I don't know about you, but I'm a bit fatigued by the pivot to country. Country music's sounds and aesthetics have been infiltrating every corner of popular culture for the past five years or so, and I'm starting to think we've reached mass saturation — and we haven't even gotten Chappell Roan's or Lana Del Rey's incoming dispatches from the barnyard yet.
Sometimes though, a country pivot feels less like a pivot and more like a return home. These days, that's when country music's three chords and the truth can still feel vital. TORRES and Julien Baker are both southern kids, and they're both gay southern kids, an identity that can feel fraught even at the best of times.
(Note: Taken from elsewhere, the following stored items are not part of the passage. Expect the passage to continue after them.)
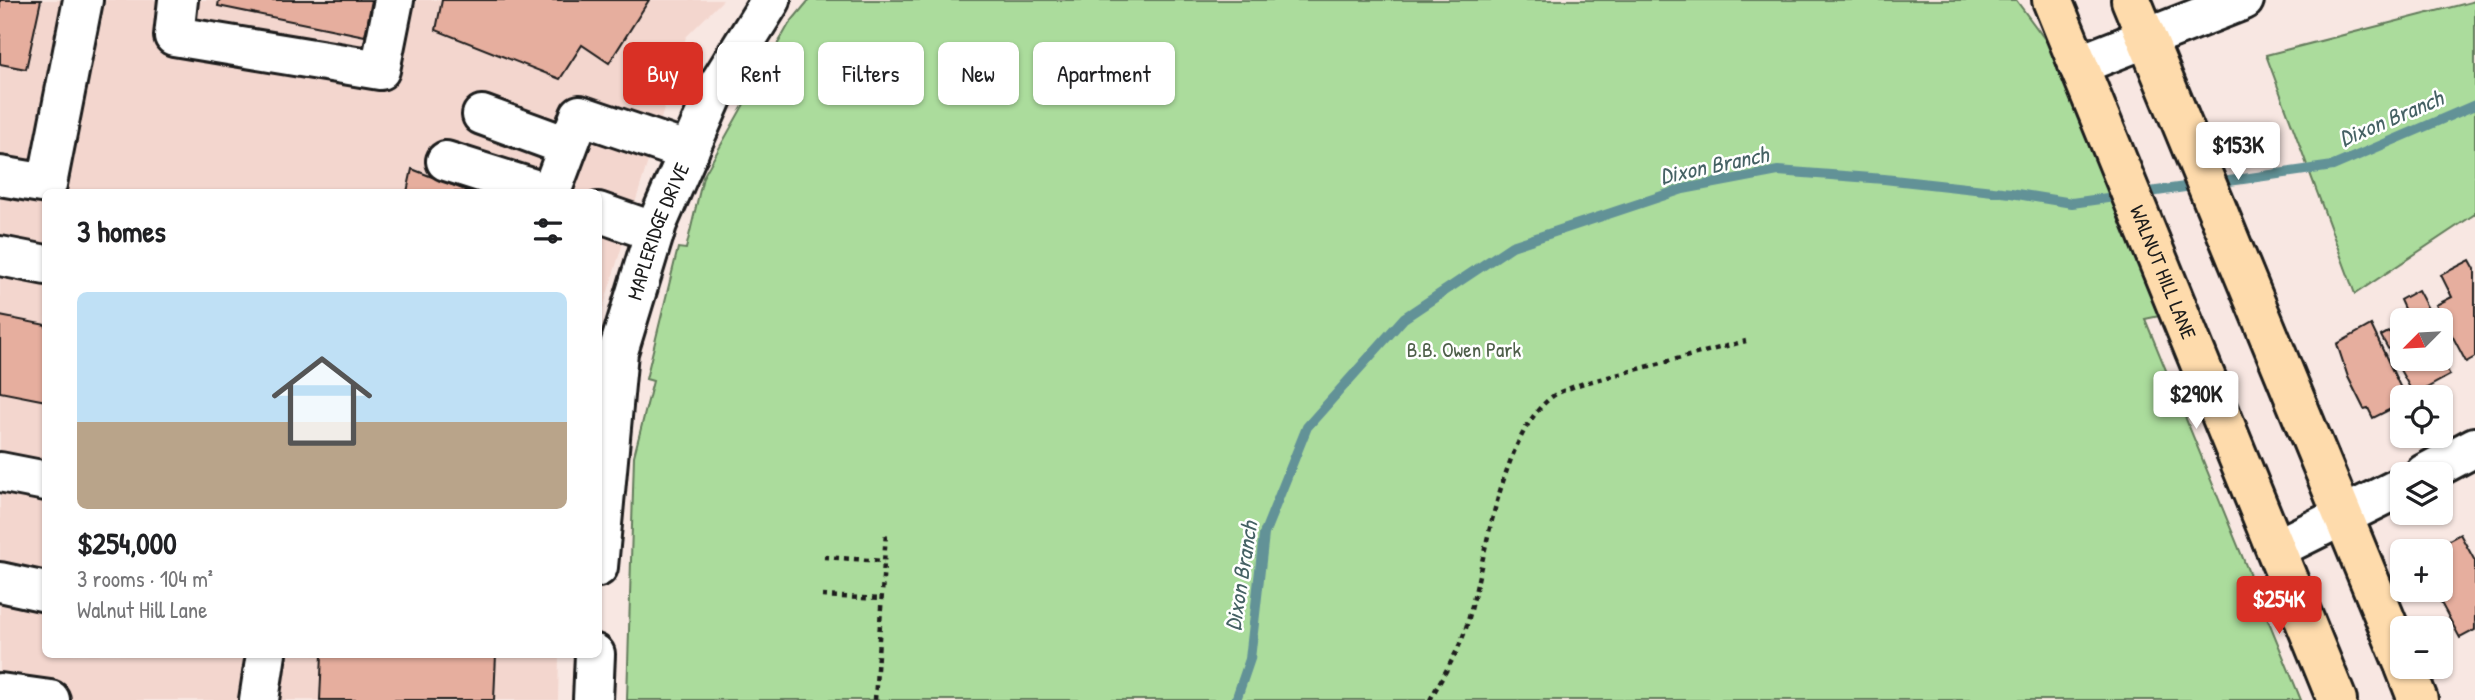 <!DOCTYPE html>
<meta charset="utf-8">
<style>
:root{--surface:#fff;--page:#f6f6f6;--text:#202124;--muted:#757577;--accent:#d93025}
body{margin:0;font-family:"Patrick Hand",sans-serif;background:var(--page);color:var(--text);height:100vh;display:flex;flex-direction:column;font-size:26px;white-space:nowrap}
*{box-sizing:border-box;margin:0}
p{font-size:23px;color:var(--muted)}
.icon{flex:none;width:38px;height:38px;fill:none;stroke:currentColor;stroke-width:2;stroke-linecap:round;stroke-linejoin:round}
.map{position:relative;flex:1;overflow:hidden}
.drawer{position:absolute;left:42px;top:189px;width:560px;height:469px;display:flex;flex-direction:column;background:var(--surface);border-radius:10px;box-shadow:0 2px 5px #0004}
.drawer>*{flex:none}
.hud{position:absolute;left:623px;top:42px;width:665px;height:63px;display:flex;gap:14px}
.needle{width:46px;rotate:246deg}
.tools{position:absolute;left:2390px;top:308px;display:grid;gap:14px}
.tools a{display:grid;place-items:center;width:63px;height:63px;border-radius:10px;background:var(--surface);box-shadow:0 2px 5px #0004;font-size:35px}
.price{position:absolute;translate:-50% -60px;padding:0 16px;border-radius:7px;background:#fff;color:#222;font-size:23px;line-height:46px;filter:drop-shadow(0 2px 4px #0008)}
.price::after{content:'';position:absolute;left:50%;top:42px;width:21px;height:16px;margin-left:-10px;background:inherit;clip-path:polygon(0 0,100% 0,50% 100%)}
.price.current{background:var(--accent);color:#fff}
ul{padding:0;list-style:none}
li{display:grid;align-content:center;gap:14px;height:371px;padding:0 35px}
li span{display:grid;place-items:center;height:217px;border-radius:10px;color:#555}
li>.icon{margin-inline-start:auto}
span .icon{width:126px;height:126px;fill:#fffc;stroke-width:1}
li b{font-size:30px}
h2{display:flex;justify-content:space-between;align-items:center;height:84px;padding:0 35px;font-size:30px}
.chip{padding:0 24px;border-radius:10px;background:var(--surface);box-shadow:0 2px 5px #0004;font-size:24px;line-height:63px}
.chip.current{background:var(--accent);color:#fff}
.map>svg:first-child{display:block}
</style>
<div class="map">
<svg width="2475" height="700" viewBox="0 0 2475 700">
<rect width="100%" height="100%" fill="#f8e7e2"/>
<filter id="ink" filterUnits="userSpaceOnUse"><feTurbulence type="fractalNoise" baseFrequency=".0143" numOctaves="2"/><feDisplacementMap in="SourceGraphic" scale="14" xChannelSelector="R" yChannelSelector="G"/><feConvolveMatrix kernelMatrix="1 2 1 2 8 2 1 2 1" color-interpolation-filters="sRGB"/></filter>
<g filter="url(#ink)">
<!-- built -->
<path fill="#f3d6ce" d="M 0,0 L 723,0 L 686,37 L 599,321 L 598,192 L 46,192 L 46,654 L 559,655 L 558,700 L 0,700 Z"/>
<!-- green -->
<path fill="#abdc9c" stroke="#647c5c" stroke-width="2" d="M 809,0 L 2016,0 L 2080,87 L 2164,315 L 2145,319 L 2301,700 L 627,700 L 634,456 L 653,381 L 646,379 L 678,248 L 686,249 L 703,177 L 789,24 Z
M 2475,1 L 2475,214 L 2355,294 L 2266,55 Z"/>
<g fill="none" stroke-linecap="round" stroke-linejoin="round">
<!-- stream -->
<path stroke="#629297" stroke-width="10" d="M 2215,183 L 2333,166 L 2475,105
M 1236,700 L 1250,659 L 1264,534 L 1307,427 L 1404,318 L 1512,246 L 1683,189 L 1778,171 L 1884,179 L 2011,193 L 2072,203 L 2199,185"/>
</g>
<!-- building -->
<path fill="#e6ae9e" stroke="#1c1c1c" stroke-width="2" d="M 0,0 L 41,0 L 26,69 L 0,64 Z
M 219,0 L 372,0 L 365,36 L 218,6 Z
M 442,0 L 649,0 L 609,63 L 582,45 L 560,79 L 436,30 Z
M 412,169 L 470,192 L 407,192 Z
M 2470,260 L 2475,269 L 2475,357 L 2466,362 L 2436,305 L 2452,297 L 2441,275 Z
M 2418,290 L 2434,320 L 2409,320 L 2400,300 Z
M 0,316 L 46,325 L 46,401 L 0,392 Z
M 2403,324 L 2403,359 L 2441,359 L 2450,375 L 2414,395 L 2381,336 Z
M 2371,325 L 2405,397 L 2403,403 L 2373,418 L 2368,408 L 2364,409 L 2348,377 L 2337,344 Z
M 2460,534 L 2475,561 L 2475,630 L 2460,638 L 2434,590 L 2441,590 L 2441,551 L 2429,551 Z
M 322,654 L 496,654 L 494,700 L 320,700 Z"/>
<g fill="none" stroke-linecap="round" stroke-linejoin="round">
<defs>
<g id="minor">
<path d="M 178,0 L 174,36 L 380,70 L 394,0"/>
<path d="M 2078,65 L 2244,0"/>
<path d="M 482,115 L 567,146"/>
<path d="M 446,161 L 544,192"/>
<path d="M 0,176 L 47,184 L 83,0"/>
<path d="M 551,192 L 580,115 L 689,152"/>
<path d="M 598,212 L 655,232"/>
<path d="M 0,256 L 46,265"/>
<path d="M 0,472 L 46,481"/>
<path d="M 2424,474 L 2475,447"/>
<path d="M 2276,549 L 2403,486"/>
<path id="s1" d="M 598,567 L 618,352 L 657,224 L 717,87 L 771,0"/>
<path d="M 0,582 L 46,592"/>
<path d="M 0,693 L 50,700"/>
<path d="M 259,700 L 266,654"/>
<path d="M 593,700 L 595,654"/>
</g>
<g id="major">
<path id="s2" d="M 2052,0 L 2337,700"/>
<path d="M 2131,0 L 2403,662"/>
<path d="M 2405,667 L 2418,700"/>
</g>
</defs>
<!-- minor casing -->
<use href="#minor" stroke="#1c1c1c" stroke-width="44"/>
<!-- major casing -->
<use href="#major" stroke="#1c1c1c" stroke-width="44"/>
<!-- path -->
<path stroke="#1c1c1c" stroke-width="4.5" stroke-dasharray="5 5" stroke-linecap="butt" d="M 824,557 L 884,561
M 822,596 L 882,599
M 875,700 L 886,532
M 1430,700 C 1442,677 1458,653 1466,628 C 1485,565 1500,430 1556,394 C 1564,390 1573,387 1581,384 L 1746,341"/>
<!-- minor -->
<use href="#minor" stroke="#fff" stroke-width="38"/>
<!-- major -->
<use href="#major" stroke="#fedbac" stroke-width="38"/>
</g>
</g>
<g text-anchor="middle" stroke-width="5" stroke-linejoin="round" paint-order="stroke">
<!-- street labels -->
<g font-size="21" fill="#1c1c1c" stroke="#fff">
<text dy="7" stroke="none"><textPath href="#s1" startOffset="343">MAPLERIDGE DRIVE</textPath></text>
<text dy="7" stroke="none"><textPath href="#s2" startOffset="294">WALNUT HILL LANE</textPath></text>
</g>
<!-- park labels -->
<g font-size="21" fill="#4e5f49" stroke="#fff">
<text x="1464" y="357">B.B. Owen Park</text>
</g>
<!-- water labels -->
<g font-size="23" font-style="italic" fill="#456164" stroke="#fff">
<text transform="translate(2391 118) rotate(-23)" y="8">Dixon Branch</text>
<text transform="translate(1714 165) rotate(-12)" y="8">Dixon Branch</text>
<text transform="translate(1241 576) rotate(-81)" y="8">Dixon Branch</text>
</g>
</g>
</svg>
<div class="tools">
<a><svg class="needle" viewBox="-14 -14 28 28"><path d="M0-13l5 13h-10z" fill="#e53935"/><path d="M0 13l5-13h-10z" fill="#757577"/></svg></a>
<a><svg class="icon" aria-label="locate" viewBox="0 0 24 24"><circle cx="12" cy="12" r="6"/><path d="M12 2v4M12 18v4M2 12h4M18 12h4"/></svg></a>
<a><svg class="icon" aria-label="layers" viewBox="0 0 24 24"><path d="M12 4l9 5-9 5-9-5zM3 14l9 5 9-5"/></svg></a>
<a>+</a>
<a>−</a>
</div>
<b class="price" style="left:2238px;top:182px">$153K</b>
<b class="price" style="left:2196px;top:431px">$290K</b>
<b class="price current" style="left:2279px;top:636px">$254K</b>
<div class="hud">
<a class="chip current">Buy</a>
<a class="chip">Rent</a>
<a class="chip">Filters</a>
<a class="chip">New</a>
<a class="chip">Apartment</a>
</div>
<section class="drawer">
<h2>3 homes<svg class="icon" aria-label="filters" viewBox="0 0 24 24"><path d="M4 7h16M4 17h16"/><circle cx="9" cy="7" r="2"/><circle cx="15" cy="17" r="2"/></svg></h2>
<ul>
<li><span style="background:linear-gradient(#bfe0f5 60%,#b9a48a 0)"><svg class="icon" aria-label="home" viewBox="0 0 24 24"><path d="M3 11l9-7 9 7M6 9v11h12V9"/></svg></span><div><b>$254,000</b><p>3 rooms · 104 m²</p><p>Walnut Hill Lane</p></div></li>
</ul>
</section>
</div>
The pair's debut single as a duo, "Sugar in the Tank," makes good on the promise of its premise. It's not a game changer in any sense, but it feels real and earned; co-produced by the pair alongside illuminati hottie's Sarah Tudzin, the song taps into the easy listening softness of boygenius and the slyly anthemic nature of TORRES's more sideways work. It's a bittersweet love song that makes you wanna drive straight out toward the canyon.
It goes down easy — almost too easy — but its golden-hour charm is undeniable, and the pair sound entirely at home surrounded by banjos and wailing pedal steel. If we keep getting songs like this one, I can maybe take a few more years of country claustrophobia.